[Stored items]
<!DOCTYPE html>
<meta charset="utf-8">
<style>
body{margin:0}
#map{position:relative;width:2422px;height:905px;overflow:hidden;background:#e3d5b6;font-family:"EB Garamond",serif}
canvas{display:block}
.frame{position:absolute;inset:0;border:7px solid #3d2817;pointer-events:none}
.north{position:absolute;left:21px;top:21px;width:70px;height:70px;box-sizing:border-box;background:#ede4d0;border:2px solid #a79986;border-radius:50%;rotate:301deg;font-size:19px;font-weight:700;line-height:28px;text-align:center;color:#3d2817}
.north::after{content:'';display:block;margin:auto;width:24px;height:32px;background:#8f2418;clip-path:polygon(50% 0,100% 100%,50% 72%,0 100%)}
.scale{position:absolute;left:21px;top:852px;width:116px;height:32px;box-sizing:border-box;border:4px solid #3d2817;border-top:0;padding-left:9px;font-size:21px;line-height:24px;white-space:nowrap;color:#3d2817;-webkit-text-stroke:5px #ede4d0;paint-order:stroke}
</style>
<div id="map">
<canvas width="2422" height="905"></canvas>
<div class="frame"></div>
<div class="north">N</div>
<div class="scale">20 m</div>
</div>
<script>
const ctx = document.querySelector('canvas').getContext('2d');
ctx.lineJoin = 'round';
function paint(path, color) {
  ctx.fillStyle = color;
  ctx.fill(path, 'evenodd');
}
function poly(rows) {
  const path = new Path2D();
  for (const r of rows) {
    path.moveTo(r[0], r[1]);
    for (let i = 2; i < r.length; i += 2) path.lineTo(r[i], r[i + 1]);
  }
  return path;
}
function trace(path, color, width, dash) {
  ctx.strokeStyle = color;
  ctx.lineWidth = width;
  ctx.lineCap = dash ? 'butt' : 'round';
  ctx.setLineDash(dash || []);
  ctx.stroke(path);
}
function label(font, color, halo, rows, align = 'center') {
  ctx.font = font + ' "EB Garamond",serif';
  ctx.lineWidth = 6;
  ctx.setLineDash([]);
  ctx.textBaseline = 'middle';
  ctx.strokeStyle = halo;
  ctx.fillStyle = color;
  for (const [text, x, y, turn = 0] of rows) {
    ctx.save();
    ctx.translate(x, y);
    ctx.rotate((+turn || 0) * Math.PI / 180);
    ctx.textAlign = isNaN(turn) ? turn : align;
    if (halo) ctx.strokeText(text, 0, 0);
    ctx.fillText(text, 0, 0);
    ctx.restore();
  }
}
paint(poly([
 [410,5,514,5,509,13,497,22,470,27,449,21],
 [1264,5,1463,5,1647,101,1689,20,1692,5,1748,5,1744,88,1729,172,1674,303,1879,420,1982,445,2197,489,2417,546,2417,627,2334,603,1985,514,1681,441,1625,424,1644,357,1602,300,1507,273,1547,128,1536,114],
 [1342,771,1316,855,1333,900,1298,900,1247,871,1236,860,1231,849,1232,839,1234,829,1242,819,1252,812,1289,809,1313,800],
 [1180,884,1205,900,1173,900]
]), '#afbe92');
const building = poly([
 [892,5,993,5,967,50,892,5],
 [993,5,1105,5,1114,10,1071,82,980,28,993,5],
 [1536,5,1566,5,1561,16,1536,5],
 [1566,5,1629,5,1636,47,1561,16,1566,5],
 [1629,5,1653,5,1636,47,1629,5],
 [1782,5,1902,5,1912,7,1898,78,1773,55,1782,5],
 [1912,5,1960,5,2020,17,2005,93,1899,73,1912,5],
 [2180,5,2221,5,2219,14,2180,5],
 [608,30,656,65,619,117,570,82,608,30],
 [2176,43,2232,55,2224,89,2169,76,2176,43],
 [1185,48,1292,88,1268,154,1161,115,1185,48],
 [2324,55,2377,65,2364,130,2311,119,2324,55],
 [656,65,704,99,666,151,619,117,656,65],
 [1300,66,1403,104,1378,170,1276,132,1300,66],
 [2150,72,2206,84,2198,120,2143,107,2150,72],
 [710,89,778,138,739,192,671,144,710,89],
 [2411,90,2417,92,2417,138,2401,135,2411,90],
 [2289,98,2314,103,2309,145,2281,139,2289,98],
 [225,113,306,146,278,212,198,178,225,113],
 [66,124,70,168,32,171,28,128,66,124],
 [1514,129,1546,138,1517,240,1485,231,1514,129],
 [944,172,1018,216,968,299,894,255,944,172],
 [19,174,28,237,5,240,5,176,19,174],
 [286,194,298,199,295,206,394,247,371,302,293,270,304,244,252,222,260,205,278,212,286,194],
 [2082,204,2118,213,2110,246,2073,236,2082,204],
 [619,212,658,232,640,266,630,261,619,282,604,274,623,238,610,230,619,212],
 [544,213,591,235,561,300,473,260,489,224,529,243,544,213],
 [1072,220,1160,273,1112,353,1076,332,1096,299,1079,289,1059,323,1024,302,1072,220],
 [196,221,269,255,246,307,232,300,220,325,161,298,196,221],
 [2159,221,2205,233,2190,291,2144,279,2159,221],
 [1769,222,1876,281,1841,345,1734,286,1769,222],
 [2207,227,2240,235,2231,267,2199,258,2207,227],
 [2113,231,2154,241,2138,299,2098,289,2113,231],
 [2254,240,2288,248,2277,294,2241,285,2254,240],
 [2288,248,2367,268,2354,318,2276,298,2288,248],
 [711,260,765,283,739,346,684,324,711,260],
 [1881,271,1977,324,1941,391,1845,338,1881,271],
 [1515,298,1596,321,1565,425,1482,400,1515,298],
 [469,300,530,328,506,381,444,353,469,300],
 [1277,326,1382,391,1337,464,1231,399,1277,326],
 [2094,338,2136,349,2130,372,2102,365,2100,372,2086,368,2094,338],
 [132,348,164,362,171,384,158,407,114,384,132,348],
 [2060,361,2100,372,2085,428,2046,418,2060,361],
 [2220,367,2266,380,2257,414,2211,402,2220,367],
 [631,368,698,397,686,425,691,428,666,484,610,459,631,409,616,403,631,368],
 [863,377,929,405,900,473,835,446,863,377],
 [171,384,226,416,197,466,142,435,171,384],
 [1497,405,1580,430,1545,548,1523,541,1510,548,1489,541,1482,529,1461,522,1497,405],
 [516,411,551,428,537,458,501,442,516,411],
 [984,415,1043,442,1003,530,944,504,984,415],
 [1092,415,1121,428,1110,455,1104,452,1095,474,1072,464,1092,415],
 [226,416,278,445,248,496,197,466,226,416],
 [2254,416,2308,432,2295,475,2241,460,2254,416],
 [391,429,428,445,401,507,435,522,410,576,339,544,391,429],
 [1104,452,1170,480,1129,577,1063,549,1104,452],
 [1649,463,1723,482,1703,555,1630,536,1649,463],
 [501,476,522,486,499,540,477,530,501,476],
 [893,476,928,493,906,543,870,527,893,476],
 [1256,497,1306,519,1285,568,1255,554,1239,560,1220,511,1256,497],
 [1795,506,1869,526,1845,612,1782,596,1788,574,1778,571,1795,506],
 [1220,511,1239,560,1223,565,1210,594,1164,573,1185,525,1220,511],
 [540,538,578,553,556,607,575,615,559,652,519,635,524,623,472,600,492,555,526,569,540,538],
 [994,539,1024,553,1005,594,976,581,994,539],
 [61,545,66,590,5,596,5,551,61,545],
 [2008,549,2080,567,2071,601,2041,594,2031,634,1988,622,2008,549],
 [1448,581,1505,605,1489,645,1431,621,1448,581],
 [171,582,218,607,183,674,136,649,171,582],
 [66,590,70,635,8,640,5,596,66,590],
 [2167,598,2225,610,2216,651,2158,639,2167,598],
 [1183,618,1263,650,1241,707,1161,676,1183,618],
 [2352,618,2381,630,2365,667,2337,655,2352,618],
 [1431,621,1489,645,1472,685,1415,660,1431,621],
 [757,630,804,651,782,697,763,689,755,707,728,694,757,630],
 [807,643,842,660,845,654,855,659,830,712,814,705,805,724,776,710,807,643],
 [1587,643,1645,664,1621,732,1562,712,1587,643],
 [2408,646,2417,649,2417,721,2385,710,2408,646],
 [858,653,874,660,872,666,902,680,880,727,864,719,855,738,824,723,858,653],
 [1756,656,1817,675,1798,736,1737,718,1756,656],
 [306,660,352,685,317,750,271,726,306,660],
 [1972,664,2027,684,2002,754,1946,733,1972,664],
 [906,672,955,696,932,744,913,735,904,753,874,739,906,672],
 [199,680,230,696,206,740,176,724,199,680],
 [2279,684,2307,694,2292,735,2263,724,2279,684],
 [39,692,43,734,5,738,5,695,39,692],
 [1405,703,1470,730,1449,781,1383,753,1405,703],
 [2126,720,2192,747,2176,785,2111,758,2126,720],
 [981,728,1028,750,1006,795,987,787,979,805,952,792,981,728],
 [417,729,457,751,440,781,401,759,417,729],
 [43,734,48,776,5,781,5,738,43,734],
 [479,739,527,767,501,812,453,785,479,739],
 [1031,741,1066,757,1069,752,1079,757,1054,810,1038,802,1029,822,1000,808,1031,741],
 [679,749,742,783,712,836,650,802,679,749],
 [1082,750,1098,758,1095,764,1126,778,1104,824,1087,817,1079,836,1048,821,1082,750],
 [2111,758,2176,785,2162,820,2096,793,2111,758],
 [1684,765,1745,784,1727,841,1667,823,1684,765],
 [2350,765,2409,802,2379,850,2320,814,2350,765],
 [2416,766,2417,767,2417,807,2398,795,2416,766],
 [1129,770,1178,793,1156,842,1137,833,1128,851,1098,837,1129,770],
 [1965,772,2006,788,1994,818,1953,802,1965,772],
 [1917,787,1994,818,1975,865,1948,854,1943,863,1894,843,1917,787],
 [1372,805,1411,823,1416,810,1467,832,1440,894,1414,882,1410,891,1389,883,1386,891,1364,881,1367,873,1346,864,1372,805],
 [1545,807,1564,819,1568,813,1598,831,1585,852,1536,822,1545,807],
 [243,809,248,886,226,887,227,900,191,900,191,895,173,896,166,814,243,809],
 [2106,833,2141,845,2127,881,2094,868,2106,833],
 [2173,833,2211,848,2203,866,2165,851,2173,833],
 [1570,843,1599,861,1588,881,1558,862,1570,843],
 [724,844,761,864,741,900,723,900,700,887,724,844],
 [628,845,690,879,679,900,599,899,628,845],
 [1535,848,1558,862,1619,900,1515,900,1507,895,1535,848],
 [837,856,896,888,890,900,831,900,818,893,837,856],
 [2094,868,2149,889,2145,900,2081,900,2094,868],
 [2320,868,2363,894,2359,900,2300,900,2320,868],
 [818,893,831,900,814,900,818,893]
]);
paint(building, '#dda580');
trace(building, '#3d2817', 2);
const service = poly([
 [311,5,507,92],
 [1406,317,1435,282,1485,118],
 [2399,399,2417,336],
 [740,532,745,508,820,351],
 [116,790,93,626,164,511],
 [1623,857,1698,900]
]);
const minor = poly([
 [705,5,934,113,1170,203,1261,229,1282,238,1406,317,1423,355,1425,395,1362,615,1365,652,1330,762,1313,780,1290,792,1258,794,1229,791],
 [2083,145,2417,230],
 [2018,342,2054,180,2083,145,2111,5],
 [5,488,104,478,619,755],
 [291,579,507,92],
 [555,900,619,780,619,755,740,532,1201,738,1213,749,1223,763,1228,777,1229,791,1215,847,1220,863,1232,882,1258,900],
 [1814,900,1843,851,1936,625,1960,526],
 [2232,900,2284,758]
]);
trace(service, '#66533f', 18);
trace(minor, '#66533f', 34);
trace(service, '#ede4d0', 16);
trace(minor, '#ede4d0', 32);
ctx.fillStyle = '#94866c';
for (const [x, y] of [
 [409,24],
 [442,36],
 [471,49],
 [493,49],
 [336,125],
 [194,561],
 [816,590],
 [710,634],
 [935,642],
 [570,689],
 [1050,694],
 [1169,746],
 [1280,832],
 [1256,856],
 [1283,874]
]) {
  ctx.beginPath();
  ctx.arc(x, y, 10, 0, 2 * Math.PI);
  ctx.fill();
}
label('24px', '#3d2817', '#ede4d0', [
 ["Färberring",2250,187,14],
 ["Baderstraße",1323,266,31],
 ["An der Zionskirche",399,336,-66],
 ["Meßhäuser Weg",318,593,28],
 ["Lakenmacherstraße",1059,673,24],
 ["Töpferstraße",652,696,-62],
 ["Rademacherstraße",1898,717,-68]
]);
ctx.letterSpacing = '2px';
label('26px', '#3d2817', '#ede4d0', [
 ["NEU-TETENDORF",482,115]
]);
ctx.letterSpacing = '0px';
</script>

• **Aim of the exercise**
The lines in the entries above that carry the word "function" must be copied.

• **Result**
function paint(path, color) {
function poly(rows) {
function trace(path, color, width, dash) {
function label(font, color, halo, rows, align = 'center') {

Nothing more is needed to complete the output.